Records from a dataset:
══════

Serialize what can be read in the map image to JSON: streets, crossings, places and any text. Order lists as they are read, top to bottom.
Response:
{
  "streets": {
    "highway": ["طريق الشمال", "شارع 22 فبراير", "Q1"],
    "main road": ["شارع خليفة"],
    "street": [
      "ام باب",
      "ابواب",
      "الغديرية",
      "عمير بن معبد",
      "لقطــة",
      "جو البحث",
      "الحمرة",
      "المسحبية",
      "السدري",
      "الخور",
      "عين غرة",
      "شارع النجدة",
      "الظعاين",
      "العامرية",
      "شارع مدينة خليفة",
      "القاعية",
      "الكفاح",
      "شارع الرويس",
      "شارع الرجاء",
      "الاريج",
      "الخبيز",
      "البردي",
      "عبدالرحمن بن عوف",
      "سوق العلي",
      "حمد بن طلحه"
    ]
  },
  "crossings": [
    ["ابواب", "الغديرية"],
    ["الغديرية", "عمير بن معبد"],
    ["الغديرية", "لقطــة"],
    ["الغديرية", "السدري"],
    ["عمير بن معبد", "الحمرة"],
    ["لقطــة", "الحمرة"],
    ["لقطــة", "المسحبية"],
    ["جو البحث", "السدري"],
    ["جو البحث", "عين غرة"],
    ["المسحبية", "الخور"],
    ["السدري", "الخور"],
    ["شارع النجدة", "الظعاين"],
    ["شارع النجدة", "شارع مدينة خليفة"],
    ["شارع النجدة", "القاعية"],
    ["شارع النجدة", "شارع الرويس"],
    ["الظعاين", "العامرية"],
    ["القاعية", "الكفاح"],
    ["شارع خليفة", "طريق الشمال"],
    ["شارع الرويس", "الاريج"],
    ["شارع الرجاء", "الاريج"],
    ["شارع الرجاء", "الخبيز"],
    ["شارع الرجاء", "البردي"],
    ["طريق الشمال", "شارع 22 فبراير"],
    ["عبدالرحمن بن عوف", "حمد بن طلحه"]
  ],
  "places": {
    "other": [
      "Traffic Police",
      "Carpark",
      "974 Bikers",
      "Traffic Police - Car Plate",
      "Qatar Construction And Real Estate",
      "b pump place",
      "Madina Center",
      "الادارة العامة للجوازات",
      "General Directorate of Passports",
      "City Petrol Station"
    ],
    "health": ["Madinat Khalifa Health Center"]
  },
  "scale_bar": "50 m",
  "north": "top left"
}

══════

• Exercise prompt
Repeat all the entries word for word.

• Response to this task
Serialize what can be read in the map image to JSON: streets, crossings, places and any text. Order lists as they are read, top to bottom.
Response:
{
  "streets": {
    "highway": ["طريق الشمال", "شارع 22 فبراير", "Q1"],
    "main road": ["شارع خليفة"],
    "street": [
      "ام باب",
      "ابواب",
      "الغديرية",
      "عمير بن معبد",
      "لقطــة",
      "جو البحث",
      "الحمرة",
      "المسحبية",
      "السدري",
      "الخور",
      "عين غرة",
      "شارع النجدة",
      "الظعاين",
      "العامرية",
      "شارع مدينة خليفة",
      "القاعية",
      "الكفاح",
      "شارع الرويس",
      "شارع الرجاء",
      "الاريج",
      "الخبيز",
      "البردي",
      "عبدالرحمن بن عوف",
      "سوق العلي",
      "حمد بن طلحه"
    ]
  },
  "crossings": [
    ["ابواب", "الغديرية"],
    ["الغديرية", "عمير بن معبد"],
    ["الغديرية", "لقطــة"],
    ["الغديرية", "السدري"],
    ["عمير بن معبد", "الحمرة"],
    ["لقطــة", "الحمرة"],
    ["لقطــة", "المسحبية"],
    ["جو البحث", "السدري"],
    ["جو البحث", "عين غرة"],
    ["المسحبية", "الخور"],
    ["السدري", "الخور"],
    ["شارع النجدة", "الظعاين"],
    ["شارع النجدة", "شارع مدينة خليفة"],
    ["شارع النجدة", "القاعية"],
    ["شارع النجدة", "شارع الرويس"],
    ["الظعاين", "العامرية"],
    ["القاعية", "الكفاح"],
    ["شارع خليفة", "طريق الشمال"],
    ["شارع الرويس", "الاريج"],
    ["شارع الرجاء", "الاريج"],
    ["شارع الرجاء", "الخبيز"],
    ["شارع الرجاء", "البردي"],
    ["طريق الشمال", "شارع 22 فبراير"],
    ["عبدالرحمن بن عوف", "حمد بن طلحه"]
  ],
  "places": {
    "other": [
      "Traffic Police",
      "Carpark",
      "974 Bikers",
      "Traffic Police - Car Plate",
      "Qatar Construction And Real Estate",
      "b pump place",
      "Madina Center",
      "الادارة العامة للجوازات",
      "General Directorate of Passports",
      "City Petrol Station"
    ],
    "health": ["Madinat Khalifa Health Center"]
  },
  "scale_bar": "50 m",
  "north": "top left"
}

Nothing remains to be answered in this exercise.